E-mail forwarded from of friend of mine.

"Nice to see you the other night and thanks for the taste of the Gaja. I thought it was a nice wine, if not memorable. The main issue that I had with it were the rather green and astringent tannins for its overall weight. Some food for thought in guiding your future purchases follows.

With late ripening varieties like Nebbiolo and Cabernet, warm vintages (like 2000 in Piemonte) are problematic. On release they show well. You expect some tannin, they are after all young, and the high glycerin that comes along with high alcohol seems sweet. Sweet enough that the nature of the tannins are not very apparent at that point.

I think that most wine drinkers equate warm years with high levels of ripening, yet often the reverse is true. Ripeness was typically measured in terms of sugar in the grapes, which warm years provide lots of. But a more modern and accurate view looks at the ripening of the phenolics (tannins) which only occurs through lots of photosynthesis from a long "hang time".

Photosynthesis also produces sugar, but high sugar concentrations also occur from the dessication of grapes through evaporation in warm years. So in a warm year in a region that grows a late ripening variety, sugars rise rapidly due more to dessication and the resultant small tight berries (little water in them) more than actual production of sugars through photosynthesis.

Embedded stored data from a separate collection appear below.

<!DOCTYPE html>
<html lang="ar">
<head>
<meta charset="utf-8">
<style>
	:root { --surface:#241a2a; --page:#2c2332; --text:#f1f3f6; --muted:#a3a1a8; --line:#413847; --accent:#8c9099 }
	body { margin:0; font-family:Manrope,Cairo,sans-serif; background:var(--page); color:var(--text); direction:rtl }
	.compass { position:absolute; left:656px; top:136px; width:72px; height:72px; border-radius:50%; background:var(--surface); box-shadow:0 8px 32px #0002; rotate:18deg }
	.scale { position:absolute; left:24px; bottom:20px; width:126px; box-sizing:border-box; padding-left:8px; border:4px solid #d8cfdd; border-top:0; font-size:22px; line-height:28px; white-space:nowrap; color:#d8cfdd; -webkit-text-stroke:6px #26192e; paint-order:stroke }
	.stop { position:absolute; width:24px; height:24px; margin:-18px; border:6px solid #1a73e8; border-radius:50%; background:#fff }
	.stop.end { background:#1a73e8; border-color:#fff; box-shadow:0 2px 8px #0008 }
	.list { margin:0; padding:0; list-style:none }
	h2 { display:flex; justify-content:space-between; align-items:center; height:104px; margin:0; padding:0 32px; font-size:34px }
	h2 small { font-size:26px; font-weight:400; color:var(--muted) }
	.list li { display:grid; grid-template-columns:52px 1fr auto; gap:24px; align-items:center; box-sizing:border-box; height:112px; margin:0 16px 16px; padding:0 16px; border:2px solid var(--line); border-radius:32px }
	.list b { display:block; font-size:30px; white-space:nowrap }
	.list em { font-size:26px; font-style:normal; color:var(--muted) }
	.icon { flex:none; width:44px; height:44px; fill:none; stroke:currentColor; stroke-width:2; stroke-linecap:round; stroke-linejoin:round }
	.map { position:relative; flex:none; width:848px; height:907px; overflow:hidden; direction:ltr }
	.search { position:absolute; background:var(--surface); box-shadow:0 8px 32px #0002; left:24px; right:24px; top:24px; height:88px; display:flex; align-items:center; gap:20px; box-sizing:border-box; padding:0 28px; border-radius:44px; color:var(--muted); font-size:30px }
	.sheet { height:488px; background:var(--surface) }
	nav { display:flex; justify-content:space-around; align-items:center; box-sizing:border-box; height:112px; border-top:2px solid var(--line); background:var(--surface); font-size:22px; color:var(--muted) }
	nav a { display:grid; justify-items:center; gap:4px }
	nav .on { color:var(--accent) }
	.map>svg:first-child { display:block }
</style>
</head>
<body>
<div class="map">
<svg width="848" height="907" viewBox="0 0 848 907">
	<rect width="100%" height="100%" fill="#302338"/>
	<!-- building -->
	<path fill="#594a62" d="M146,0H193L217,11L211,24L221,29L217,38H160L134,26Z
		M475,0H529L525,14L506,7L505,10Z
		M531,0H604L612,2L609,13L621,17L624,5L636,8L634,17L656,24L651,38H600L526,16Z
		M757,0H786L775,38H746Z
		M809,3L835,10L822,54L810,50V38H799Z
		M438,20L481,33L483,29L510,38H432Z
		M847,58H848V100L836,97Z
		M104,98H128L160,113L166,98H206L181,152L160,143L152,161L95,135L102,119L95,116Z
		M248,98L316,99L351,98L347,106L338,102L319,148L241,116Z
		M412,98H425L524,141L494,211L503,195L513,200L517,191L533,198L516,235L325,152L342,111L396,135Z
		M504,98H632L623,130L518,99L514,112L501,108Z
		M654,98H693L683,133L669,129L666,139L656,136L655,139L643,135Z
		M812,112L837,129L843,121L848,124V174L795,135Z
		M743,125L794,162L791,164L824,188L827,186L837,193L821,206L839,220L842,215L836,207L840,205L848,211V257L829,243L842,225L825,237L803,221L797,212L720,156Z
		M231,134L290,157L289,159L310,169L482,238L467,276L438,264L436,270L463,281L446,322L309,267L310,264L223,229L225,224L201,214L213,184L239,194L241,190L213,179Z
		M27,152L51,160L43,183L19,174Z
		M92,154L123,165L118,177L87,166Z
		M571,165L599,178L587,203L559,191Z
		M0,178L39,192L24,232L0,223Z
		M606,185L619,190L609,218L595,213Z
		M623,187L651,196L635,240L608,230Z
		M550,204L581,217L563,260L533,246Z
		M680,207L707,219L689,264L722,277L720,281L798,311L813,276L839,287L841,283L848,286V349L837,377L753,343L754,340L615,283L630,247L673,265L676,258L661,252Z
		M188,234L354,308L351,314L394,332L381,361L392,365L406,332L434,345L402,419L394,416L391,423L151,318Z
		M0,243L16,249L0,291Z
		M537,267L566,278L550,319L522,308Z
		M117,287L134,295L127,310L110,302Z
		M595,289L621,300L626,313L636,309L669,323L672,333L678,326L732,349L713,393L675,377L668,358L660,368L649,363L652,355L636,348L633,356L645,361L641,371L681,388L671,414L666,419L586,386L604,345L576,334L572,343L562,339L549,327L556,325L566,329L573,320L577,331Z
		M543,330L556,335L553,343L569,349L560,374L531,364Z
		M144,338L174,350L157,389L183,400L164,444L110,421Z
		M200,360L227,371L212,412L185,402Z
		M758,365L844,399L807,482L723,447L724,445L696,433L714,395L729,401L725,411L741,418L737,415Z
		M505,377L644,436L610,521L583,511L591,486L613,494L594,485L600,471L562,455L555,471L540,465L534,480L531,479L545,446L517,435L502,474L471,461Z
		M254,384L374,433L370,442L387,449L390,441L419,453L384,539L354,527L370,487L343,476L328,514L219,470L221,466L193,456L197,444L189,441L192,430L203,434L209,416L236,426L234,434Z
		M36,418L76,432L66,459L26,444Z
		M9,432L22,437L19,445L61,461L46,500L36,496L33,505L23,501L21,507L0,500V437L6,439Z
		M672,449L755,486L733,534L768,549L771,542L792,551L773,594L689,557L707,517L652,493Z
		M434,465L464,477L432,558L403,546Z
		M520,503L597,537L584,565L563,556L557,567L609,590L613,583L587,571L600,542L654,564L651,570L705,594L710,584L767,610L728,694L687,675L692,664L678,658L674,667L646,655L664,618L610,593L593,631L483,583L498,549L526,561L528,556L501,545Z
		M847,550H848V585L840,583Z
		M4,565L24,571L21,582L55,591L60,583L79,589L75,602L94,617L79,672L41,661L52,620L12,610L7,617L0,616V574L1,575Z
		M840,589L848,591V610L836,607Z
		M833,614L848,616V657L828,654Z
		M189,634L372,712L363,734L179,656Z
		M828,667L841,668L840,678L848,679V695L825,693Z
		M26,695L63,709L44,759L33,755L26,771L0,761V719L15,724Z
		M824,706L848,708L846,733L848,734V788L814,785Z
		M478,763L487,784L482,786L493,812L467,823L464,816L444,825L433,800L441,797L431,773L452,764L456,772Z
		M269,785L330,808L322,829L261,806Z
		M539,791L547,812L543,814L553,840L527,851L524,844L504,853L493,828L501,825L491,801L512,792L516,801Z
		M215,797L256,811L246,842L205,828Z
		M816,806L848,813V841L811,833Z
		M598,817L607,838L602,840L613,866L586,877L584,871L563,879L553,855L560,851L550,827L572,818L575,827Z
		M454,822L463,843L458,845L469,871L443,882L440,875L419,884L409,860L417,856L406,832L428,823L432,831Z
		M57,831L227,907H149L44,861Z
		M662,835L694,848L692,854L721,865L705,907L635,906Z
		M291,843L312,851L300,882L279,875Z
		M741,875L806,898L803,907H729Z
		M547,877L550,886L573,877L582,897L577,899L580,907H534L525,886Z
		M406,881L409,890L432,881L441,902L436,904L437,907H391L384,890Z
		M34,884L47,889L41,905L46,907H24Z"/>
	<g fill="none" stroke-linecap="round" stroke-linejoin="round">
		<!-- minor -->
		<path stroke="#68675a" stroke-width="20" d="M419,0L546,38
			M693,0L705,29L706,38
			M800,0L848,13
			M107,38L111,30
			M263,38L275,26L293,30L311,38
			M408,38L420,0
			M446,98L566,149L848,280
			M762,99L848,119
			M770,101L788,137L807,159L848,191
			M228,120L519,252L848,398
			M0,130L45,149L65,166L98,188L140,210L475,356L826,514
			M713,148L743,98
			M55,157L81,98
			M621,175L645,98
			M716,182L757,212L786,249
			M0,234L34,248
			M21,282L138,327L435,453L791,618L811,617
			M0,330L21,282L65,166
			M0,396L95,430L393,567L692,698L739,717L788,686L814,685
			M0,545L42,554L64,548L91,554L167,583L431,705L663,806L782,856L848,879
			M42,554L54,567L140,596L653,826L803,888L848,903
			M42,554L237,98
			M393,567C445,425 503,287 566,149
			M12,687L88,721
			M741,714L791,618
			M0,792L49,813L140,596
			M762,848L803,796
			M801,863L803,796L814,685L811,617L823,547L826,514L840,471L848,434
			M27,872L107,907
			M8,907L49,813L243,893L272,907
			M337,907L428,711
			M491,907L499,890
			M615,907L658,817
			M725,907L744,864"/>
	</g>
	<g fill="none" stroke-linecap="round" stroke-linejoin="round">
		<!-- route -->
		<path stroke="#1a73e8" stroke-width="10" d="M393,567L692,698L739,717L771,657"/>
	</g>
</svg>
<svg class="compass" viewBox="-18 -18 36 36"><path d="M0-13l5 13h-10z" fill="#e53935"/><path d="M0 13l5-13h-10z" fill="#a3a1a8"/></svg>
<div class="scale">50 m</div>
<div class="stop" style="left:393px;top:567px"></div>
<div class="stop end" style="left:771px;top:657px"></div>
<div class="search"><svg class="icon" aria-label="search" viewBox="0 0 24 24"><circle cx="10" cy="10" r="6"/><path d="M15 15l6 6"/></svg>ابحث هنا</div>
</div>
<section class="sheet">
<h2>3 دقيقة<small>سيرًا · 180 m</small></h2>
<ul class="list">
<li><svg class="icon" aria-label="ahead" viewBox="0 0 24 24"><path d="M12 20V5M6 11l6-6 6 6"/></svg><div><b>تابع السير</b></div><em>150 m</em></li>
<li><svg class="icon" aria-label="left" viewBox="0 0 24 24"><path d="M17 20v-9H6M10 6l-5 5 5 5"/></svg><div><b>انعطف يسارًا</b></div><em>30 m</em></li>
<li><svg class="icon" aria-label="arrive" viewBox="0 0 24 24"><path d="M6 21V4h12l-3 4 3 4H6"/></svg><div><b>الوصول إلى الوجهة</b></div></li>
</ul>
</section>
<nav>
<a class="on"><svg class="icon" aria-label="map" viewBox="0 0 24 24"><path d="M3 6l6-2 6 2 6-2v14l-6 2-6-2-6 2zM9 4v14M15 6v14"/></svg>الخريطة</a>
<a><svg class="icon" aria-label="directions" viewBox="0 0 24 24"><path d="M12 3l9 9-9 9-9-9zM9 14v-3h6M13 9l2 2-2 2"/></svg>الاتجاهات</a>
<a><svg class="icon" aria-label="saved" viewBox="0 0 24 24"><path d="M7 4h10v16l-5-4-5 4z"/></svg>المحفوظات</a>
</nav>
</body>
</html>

The high sugar concentration occurs before the hang time is long enough to create the ripened phenolics, and the grower is in a bind. Pick now or wait? If they pick when the sugar is high enough to achieve 13-14% in the wine, the flavors will be less developed and the tannins on the green side (those kind rarely resolve and integrate into the wine). If they wait until the phenolics show ripeness, the sugar will now be at a level to produce a wine at 18-20%. Also in warm years the high temps create low acid grapes, so the PH will be high and the sugars, off the charts.

You can't make good wine from musts like this. You would then (whether legal in your area or not) have to water back the must to get a 14-15% wine and then add lots of acid that you buy from a chemical lab. Also, by the way, not a formula for great wines, but this "formula" is VERY common in CA.

I have tasted many 1997's from Tuscany, another hot vintage that was highly lauded on release, ( I am thinking about a bottle of 1997 Solaia that *** offered me a taste of recently) that are now, absolutely shot. Most 2000's from Piemonte may go this way very soon too."